Peacock also has an advantage because it produces its own content; buyers prefer to buy directly from content providers over aggregators. While networks such as Roku offer great targeting and performance, they lack transparency on where ads are actually running.
“We go directly to the publishers for most everything we do,” said Brad Geving, VP of media at CTV performance agency Tatari. “We are willing to buy through aggregators to the extent that pricing is good, but the majority of what we buy is straight from content providers.”

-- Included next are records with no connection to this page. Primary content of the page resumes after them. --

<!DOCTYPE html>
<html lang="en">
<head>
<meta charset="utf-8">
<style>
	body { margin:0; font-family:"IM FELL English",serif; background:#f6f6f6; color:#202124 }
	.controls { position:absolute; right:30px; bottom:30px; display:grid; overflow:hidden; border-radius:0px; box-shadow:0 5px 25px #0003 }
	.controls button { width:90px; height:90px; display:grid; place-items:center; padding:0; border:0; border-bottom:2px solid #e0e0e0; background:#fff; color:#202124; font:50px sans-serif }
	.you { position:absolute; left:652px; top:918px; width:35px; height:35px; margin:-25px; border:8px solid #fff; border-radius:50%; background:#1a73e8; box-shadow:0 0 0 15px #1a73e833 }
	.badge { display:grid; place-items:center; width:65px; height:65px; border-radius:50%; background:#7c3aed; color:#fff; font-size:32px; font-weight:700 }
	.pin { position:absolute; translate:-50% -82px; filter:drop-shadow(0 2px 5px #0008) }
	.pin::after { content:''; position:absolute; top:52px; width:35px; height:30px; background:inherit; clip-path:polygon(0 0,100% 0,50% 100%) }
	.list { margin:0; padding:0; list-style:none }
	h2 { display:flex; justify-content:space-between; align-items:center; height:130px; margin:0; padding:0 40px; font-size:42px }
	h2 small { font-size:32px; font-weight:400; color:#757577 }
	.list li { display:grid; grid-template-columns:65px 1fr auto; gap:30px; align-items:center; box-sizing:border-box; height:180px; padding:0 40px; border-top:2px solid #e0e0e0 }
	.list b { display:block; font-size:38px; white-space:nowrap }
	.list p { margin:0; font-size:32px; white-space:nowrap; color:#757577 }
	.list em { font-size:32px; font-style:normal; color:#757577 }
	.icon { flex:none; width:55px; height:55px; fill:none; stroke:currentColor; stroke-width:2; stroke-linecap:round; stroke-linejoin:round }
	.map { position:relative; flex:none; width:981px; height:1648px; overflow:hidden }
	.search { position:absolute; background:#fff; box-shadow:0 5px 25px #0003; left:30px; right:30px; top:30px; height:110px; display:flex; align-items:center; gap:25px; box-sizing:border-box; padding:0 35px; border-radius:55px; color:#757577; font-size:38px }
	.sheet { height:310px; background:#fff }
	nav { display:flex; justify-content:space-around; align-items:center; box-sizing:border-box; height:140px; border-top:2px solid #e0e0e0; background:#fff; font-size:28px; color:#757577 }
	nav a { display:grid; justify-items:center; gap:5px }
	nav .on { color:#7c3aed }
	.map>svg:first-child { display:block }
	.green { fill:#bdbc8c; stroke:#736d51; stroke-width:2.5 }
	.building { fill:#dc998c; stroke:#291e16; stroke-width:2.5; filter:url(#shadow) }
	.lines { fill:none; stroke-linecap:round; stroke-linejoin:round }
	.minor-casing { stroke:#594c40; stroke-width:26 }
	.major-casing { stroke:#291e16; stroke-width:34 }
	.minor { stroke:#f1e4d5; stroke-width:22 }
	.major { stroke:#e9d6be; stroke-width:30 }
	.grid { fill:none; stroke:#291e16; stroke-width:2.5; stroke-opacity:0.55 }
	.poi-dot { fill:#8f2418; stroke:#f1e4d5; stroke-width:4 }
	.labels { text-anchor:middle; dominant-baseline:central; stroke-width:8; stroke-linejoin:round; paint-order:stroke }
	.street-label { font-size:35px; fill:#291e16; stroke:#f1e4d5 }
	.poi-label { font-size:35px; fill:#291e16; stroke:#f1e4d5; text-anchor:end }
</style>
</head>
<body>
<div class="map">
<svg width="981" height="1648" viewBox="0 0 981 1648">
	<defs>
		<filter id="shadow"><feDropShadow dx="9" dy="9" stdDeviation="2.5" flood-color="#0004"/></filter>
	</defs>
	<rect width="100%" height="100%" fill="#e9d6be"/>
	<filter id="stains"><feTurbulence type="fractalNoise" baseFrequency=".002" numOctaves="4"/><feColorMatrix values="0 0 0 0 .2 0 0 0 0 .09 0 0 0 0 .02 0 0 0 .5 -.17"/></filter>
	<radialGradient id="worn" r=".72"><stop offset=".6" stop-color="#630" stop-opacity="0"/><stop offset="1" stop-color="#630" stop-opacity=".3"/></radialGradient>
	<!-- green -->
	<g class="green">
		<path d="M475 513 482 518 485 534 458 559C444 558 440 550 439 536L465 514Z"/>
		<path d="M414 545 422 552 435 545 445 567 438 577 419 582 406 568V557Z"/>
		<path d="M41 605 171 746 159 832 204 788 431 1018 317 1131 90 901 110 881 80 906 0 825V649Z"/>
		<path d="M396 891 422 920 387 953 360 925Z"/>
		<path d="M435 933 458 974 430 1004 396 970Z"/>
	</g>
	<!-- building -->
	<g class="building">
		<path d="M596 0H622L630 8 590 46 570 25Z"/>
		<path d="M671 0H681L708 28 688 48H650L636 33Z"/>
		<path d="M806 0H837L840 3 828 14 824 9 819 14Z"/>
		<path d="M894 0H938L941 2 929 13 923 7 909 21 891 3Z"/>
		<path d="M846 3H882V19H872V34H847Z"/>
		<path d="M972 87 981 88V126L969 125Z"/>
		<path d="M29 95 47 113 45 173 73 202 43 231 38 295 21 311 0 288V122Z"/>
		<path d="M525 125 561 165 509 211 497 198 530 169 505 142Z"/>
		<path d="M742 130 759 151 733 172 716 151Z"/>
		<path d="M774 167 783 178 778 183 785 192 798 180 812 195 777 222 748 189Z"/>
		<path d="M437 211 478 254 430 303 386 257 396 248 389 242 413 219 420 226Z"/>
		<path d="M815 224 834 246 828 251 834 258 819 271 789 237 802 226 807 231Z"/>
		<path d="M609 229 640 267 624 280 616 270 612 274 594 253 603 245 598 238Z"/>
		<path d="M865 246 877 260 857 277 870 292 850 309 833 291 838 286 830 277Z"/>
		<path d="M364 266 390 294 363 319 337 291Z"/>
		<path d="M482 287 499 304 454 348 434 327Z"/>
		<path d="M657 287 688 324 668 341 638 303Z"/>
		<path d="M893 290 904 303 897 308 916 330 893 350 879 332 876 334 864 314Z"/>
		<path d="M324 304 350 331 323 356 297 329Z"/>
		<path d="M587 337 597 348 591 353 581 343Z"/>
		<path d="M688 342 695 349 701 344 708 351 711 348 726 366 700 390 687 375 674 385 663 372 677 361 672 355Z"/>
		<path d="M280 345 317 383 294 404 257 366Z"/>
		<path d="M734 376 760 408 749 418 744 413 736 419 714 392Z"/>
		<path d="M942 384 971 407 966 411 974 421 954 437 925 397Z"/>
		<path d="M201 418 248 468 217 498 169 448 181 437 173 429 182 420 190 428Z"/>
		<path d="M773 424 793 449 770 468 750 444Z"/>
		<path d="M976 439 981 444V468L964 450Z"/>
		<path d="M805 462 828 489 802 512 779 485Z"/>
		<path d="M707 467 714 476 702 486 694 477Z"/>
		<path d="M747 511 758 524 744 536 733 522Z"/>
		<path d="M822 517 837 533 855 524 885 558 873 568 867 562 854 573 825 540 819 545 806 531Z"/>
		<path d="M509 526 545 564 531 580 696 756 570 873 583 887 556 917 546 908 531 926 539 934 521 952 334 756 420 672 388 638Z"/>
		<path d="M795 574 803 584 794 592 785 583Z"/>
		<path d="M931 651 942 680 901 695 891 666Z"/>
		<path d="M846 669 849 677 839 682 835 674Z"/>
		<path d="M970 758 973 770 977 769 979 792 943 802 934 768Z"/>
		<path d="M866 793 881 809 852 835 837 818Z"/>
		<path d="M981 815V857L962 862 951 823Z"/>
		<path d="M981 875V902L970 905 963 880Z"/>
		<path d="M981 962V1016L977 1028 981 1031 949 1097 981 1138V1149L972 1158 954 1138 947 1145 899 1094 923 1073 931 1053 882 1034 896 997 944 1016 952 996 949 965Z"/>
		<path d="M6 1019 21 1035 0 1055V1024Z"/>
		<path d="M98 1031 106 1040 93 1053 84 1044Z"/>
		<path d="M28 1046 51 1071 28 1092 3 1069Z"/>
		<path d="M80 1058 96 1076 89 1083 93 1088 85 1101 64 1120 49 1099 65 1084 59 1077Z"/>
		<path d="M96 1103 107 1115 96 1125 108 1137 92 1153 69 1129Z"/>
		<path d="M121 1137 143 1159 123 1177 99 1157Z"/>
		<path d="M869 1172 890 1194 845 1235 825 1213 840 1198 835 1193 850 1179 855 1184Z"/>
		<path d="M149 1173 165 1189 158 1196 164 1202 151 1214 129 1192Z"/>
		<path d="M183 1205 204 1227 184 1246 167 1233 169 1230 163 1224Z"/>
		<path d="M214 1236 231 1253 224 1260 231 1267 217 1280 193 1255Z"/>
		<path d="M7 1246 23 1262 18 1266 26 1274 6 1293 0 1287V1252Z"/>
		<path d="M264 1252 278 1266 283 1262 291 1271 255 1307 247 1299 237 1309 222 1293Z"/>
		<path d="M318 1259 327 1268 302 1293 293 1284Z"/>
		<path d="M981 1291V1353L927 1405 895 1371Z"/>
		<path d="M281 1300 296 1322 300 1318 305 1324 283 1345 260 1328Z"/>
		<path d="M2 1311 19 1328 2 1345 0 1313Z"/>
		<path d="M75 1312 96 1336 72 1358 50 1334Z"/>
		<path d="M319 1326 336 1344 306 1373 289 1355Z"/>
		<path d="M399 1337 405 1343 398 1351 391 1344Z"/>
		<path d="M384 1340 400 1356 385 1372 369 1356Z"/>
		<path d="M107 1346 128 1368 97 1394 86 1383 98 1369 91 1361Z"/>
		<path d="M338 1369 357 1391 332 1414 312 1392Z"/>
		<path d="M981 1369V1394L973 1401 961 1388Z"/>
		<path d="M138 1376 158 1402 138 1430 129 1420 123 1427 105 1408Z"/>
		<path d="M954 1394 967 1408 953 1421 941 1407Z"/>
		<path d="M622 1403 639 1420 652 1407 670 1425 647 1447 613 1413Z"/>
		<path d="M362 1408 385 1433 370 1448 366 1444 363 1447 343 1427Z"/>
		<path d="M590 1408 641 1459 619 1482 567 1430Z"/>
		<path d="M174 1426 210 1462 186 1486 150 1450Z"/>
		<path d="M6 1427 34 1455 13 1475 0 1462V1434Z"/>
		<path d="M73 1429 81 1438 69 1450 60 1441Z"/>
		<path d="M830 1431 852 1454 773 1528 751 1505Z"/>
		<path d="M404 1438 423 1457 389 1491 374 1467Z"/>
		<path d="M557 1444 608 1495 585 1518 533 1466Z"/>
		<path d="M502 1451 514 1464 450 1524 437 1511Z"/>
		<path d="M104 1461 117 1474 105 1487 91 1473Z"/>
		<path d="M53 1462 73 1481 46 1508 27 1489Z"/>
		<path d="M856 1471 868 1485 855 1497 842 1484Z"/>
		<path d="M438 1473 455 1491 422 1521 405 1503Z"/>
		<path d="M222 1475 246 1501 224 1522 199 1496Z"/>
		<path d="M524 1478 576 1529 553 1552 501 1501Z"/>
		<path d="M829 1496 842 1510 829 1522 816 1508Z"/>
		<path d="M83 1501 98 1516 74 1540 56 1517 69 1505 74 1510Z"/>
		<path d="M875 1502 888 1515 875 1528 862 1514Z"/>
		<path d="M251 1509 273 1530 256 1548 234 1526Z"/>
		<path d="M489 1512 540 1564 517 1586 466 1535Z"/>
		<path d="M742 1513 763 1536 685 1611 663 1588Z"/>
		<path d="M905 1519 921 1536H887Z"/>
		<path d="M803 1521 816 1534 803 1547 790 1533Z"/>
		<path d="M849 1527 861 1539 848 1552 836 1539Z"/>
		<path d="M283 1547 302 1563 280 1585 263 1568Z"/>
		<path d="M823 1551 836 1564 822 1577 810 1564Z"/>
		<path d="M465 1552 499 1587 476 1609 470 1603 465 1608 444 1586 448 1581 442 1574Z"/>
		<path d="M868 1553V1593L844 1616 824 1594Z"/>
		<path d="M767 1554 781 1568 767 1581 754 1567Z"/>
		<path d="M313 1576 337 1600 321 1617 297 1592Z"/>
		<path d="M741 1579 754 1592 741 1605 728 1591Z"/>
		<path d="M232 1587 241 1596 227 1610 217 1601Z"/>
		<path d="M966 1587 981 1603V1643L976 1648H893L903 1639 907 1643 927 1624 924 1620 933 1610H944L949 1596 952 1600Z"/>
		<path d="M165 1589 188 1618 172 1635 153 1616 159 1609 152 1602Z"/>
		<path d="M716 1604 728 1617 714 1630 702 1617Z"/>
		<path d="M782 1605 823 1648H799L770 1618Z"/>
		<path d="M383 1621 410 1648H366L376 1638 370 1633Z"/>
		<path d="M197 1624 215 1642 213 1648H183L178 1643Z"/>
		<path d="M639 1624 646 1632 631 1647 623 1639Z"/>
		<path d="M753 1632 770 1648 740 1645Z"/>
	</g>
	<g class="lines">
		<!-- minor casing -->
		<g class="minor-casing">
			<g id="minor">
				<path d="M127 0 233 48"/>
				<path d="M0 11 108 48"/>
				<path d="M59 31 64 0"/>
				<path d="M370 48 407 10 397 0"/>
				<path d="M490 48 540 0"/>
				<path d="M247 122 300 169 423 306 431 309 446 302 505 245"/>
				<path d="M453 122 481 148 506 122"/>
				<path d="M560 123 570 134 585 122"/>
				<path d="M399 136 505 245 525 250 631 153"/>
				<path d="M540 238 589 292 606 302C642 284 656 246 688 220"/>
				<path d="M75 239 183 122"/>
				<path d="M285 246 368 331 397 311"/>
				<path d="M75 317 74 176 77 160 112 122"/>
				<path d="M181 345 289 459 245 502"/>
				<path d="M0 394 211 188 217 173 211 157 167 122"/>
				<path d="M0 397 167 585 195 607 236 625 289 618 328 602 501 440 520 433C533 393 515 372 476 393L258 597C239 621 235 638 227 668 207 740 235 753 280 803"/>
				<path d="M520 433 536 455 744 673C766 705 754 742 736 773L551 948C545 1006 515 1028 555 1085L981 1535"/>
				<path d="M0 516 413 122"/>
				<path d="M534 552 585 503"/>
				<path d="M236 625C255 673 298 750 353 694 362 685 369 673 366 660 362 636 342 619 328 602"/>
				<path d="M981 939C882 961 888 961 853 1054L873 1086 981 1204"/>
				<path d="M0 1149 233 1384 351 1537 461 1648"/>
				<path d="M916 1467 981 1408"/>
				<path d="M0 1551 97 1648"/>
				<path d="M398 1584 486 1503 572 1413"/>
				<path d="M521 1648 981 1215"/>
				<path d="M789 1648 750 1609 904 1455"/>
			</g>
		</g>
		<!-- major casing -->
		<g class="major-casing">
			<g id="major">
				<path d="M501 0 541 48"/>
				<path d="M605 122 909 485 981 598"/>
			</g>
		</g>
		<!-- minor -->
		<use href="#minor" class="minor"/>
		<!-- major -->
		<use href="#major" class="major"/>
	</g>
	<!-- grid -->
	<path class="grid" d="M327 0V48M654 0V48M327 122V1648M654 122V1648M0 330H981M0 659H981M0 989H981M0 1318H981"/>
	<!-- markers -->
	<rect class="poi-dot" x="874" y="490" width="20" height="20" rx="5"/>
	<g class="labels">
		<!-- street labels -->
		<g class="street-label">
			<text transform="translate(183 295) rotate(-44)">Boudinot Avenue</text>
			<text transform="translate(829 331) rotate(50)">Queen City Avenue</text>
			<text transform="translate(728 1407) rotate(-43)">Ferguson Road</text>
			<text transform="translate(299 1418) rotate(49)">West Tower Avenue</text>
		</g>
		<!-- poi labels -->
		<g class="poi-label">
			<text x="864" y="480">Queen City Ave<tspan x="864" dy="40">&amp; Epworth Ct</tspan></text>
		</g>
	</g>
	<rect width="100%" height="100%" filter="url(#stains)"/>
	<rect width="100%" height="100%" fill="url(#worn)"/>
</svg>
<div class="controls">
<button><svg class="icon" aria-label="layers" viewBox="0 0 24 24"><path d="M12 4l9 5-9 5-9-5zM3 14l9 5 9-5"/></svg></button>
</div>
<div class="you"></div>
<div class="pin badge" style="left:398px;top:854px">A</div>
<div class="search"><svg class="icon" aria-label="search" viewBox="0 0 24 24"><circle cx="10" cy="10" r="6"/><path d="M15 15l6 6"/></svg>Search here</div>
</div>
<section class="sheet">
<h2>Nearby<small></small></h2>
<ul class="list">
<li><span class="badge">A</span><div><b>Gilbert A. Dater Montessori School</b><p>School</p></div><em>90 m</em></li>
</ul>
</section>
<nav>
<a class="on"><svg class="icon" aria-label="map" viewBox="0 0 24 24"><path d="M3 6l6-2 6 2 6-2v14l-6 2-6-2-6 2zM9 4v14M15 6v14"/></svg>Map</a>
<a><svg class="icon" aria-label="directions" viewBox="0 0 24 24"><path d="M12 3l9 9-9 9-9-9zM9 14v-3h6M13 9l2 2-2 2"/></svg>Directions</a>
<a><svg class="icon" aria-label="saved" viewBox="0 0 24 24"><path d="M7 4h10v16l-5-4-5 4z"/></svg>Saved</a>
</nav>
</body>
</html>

But when HBO Max starts selling ads next year, Peacock won’t be the only game in town with a strong back catalogue of classic movies and TV shows that brands can buy directly.
So NBCU will have to differentiate its ad offering beyond content, Geldert said.
Innovative ad products and measurement
Peacock is focused on creating a better viewing experience than linear TV. The service offers the industry’s lowest ad loads of five minutes per hour and two ads per pod, as well as frequency management tools and 10 new ad units including shoppable, interactive and less-interruptive ad units.
“We’re giving consumers the free service they want and advertisers the reach and scale they desperately need,” NBCU’s Molen said.
These innovative ad units tend to be geared toward brand advertisers, and because they’re generally customized, they come with the associated price tag, Geldert said. (After all, Peacock has to make up for that low ad load somehow.) For new ad units, Peacock is offering brand lift measurement across different ad formats with in-flight reporting.
“They want it to feel organic in the viewer experience,” Geldert said, “and that’s why we see larger price tags.”
But not all advertisers want to pay a premium for custom units, particularly performance brands looking to drive outcomes. Peacock has so far been “very open” with the type of granular measurement required to do performance attribution, passing back anonymized device IDs and impression-level information such as region or time of day, Geving said.
“Peacock is very friendly to performance measurement,” he said, “as opposed to other walled garden-like providers that don’t allow for the proper data pass back.”
Regardless of which ad units they buy, NBCU is encouraging advertisers to access inventory from across its entire portfolio in a single buy through One Platform. Peacock will become available within One Platform once the exclusive launch period ends, and deal structures will vary based on client business objectives, Molen said.
“Our ultimate goal is to take what a client has allocated to NBCU with a unified deal and rate,” Fisher said. “I think there’s fire in that direction.”
So far, Peacock checks all of the major boxes for buyers: exclusive content, a growing audience and both brand and performance use cases. But it remains to be seen how the service is received by users and brands as the streaming wars rage on.